20 Stupidest Things To Say To A Cop
1. Hey, wasn’t your daughter a porn queen?
2. I’m surprised you stopped me – Dunkin’ Donuts is having a 3 for 1 special!
3. How long is this going to take? Your wife is expecting me.
4. What do you mean, “Have I been drinking?” YOU’RE the trained specialist.
5. Well officer, when I reached down to pick up my bag of crack, my gun fell off of my lap and got lodged between the brake and the gas pedal, forcing me to speed out of control.
6. Hey, is that a 9mm? That’s nothing compared to this 44 magnum.
7. Hey, can you give me another one of those full cavity searches?
8. No, YOU assume the position.
9. Do you know why you pulled me over? Okay, just so one of us knows.
10. If I bend over, will I still get a ticket?
11. No, offf, offic, lucifer…I’m not as think as you are drunk I am. I swear to dog.

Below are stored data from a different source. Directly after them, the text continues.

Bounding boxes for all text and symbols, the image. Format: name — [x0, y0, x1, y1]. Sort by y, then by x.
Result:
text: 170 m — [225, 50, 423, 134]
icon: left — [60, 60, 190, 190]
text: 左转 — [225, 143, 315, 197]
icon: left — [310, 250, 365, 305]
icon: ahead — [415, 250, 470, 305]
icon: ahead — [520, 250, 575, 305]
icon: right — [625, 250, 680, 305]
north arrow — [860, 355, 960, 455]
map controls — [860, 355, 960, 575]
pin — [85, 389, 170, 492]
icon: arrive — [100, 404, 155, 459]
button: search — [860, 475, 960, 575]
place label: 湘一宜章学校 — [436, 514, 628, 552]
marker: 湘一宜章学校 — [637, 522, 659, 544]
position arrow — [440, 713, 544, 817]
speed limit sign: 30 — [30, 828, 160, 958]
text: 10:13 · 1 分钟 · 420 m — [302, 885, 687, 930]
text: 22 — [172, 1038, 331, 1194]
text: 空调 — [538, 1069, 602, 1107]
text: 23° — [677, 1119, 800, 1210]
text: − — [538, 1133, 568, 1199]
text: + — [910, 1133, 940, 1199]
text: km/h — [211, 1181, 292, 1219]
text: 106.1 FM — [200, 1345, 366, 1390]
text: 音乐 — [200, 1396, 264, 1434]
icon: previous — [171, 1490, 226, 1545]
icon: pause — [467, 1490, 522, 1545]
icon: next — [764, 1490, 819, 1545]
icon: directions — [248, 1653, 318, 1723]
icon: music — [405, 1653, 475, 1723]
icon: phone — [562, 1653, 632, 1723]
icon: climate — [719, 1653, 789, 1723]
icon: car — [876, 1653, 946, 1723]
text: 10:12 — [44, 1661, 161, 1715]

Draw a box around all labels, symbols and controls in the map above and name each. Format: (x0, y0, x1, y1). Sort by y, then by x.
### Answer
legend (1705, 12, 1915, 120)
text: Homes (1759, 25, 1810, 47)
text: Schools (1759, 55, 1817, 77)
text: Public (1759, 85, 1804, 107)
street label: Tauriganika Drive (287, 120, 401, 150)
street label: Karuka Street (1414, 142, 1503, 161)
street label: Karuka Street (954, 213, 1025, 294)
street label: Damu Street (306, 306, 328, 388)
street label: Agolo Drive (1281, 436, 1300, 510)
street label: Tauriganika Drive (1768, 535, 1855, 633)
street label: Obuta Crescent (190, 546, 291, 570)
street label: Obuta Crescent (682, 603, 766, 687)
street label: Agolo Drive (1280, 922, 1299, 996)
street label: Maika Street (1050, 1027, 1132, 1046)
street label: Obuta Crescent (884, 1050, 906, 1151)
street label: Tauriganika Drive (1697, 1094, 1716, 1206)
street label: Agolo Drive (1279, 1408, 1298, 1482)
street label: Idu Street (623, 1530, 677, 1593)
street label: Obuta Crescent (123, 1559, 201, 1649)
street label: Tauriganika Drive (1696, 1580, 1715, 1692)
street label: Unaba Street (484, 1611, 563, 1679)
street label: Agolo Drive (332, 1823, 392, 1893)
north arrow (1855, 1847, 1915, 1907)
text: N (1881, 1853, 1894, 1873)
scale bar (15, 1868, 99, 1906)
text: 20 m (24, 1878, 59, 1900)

12. No, I don’t know how fast I was going. The little needle stops at 110 MPH.
13. I know I was weaving, but I was trying to hit all the little green men!
14. But officer, I’ve got 2 different drivers licenses from 2 different states! Pick ONE PLEASE!
15. Back off Barney, I have got a piece.
17. I was trying to keep up with traffic. Yes, I know there are no other cars around, that’s how far ahead they are.
18. Gee officer, that’s terrific. The last officer only gave me a warning.
19. So that’s what those yellow flashing lights in the school zone mean?
20. Come on, write the stupid ticket, the bar closes in 20 minutes!